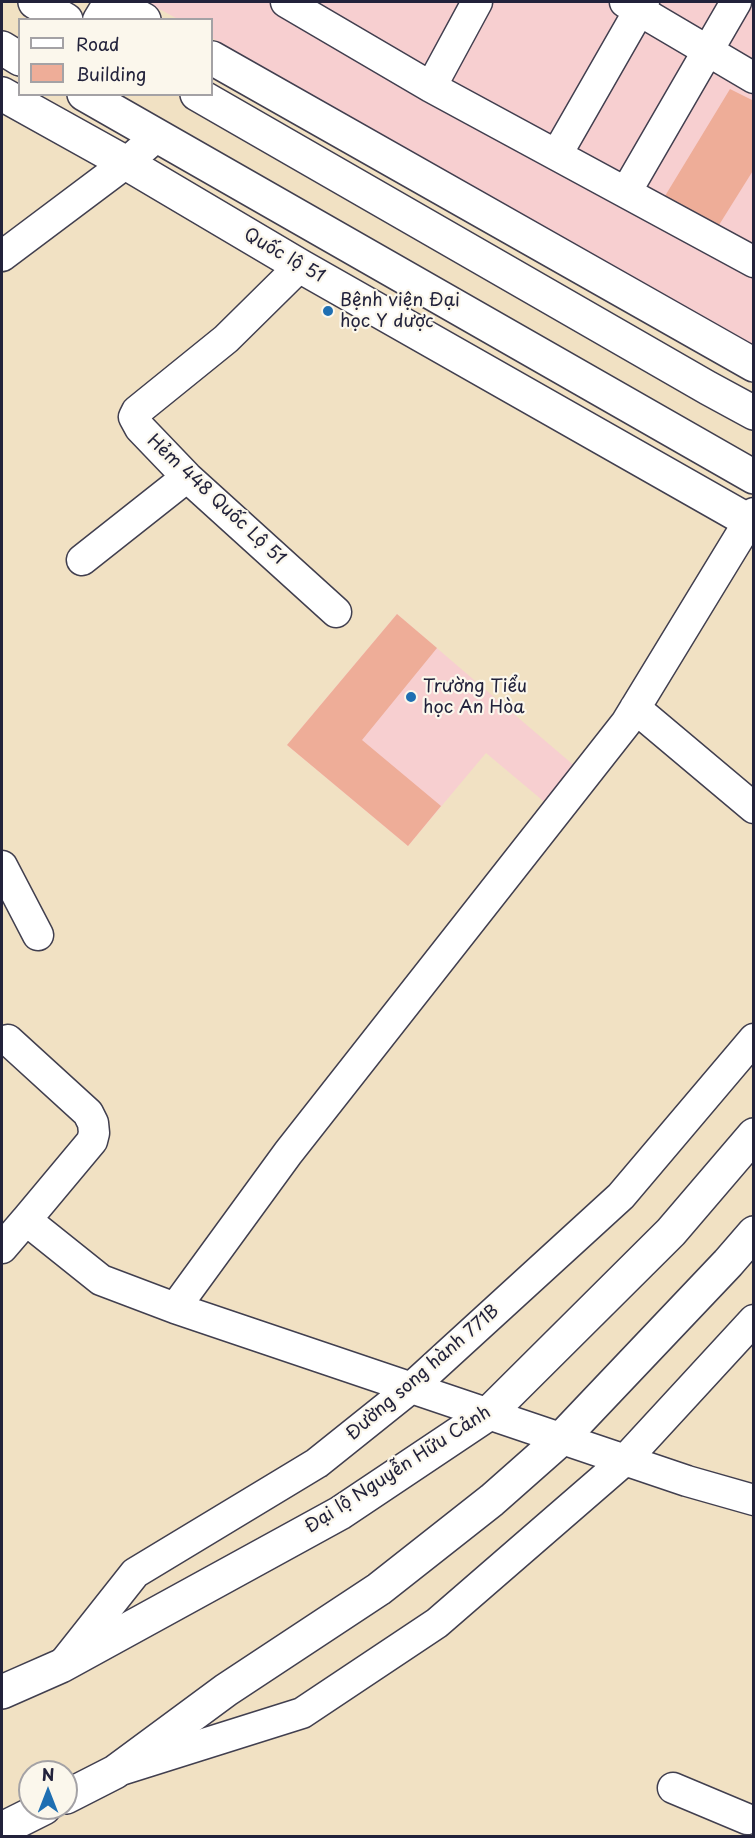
<!DOCTYPE html>
<meta charset="utf-8">
<style>
body{margin:0}
#map{position:relative;width:755px;height:1838px;overflow:hidden;background:#f1e1c3;font-family:"Playpen Sans",sans-serif}
canvas{display:block}
.frame{position:absolute;inset:0;border:3px solid #22223b;pointer-events:none}
.legend{position:absolute;left:18px;top:18px;width:195px;height:78px;box-sizing:border-box;background:#fbf7ec;border:2px solid #a4a2a5;margin:0;padding:8px 10px;list-style:none;font-size:18px;color:#22223b}
.legend li{display:flex;align-items:center;gap:12px;height:30px}
.legend b{width:30px;border:2px solid #a4a2a5}
.north{position:absolute;left:18px;top:1760px;width:60px;height:60px;box-sizing:border-box;background:#fbf7ec;border:2px solid #a4a2a5;border-radius:50%;rotate:0deg;font-size:16px;font-weight:700;line-height:24px;text-align:center;color:#22223b}
.north::after{content:'';display:block;margin:auto;width:21px;height:27px;background:#1f6fb2;clip-path:polygon(50% 0,100% 100%,50% 72%,0 100%)}
</style>
<div id="map">
<canvas width="755" height="1838"></canvas>
<div class="frame"></div>
<ul class="legend">
<li><b style="height:8px;background:#fff"></b>Road</li>
<li><b style="height:16px;background:#eead98"></b>Building</li>
</ul>
<div class="north">N</div>
</div>
<script>
const g = document.querySelector('canvas').getContext('2d');
g.lineJoin = 'round';
function paint(path, color) {
  g.fillStyle = color;
  g.fill(path, 'evenodd');
}
function shape(rows) {
  const path = new Path2D();
  for (const r of rows) {
    path.moveTo(r[0], r[1]);
    for (let i = 2; i < r.length; i += 2) path.lineTo(r[i], r[i + 1]);
  }
  return path;
}
function trace(path, color, width, dash) {
  g.strokeStyle = color;
  g.lineWidth = width;
  g.lineCap = dash ? 'butt' : 'round';
  g.setLineDash(dash || []);
  g.stroke(path);
}
function write(font, color, halo, rows, align = 'center') {
  g.font = font + ' "Playpen Sans",sans-serif';
  g.lineWidth = 4.5;
  g.setLineDash([]);
  g.textBaseline = 'middle';
  g.strokeStyle = halo;
  g.fillStyle = color;
  for (const [text, x, y, turn = 0] of rows) {
    g.save();
    g.translate(x, y);
    g.rotate((+turn || 0) * Math.PI / 180);
    g.textAlign = isNaN(turn) ? turn : align;
    if (halo) g.strokeText(text, 0, 0);
    g.fillText(text, 0, 0);
    g.restore();
  }
}
paint(shape([
 [146,2,753,2,753,345,212,38,212,20,178,19],
 [397,614,577,768,548,805,486,753,408,846,287,745]
]), '#f7cfd0');
paint(shape([
 [730,89,754,101,754,169,719,225,665,196],
 [397,614,437,648,362,740,441,806,408,846,287,745]
]), '#eead98');
const minor = shape([
 [286,2,431,87,754,262],
 [625,2,754,78],
 [98,20,109,2],
 [431,87,477,2],
 [557,154,644,2],
 [626,192,736,2],
 [2,256,126,163,157,136],
 [300,266,226,339,137,411,134,417,140,428,187,477,336,612],
 [82,560,187,477],
 [635,708,754,808],
 [2,866,38,935],
 [8,1040,88,1113,93,1123,94,1133,92,1141,26,1220,101,1280,175,1308,687,1481,754,1500],
 [2,1248,26,1220],
 [175,1308,288,1153,626,723,754,513],
 [63,1664,135,1573,317,1463,412,1387,621,1196,754,1039],
 [124,1769,302,1713,437,1623,625,1460,754,1320],
 [673,1788,747,1819]
]);
const major = shape([
 [112,2,144,20],
 [212,58,754,365],
 [2,94,126,163,300,266,754,524],
 [2,1692,61,1666,340,1513,488,1414,671,1232,754,1135],
 [66,1797,115,1772,226,1690,379,1589,492,1500,561,1439,728,1263,754,1233],
 [2,1829,44,1808]
]);
const highway = shape([
 [35,2,66,20],
 [2,48,20,59],
 [84,94,754,477],
 [197,94,708,388,754,413]
]);
trace(minor, '#413f4f', 33);
trace(major, '#413f4f', 36);
trace(highway, '#413f4f', 36);
trace(minor, '#fff', 30);
trace(major, '#fff', 33);
trace(highway, '#fff', 33);
for (const [x, y, r, color] of [
 [328,311,6,"#1f6fb2"],
 [411,697,6,"#1f6fb2"]
]) {
  const dot = new Path2D();
  dot.arc(x, y, r, 0, 2 * Math.PI);
  g.fillStyle = color;
  g.fill(dot);
  trace(dot, '#fbf7ec', 2);
}
write('18px', '#22223b', '#fbf7ec', [
 ["Quốc lộ 51",284,256,30],
 ["Hẻm 448 Quốc Lộ 51",216,500,43],
 ["Đường song hành 771B",423,1373,-41],
 ["Đại lộ Nguyễn Hữu Cảnh",398,1470,-33]
]);
write('18px', '#22223b', '#fbf7ec', [
 ["Bệnh viện Đại",340,301],
 ["học Y dược",340,322],
 ["Trường Tiểu",423,687],
 ["học An Hòa",423,708]
], 'left');
</script>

════════

EXERCISE GOAL
Find the string "Math" in the data. Report each line it appears in.

RESPONSE
    g.rotate((+turn || 0) * Math.PI / 180);
  dot.arc(x, y, r, 0, 2 * Math.PI);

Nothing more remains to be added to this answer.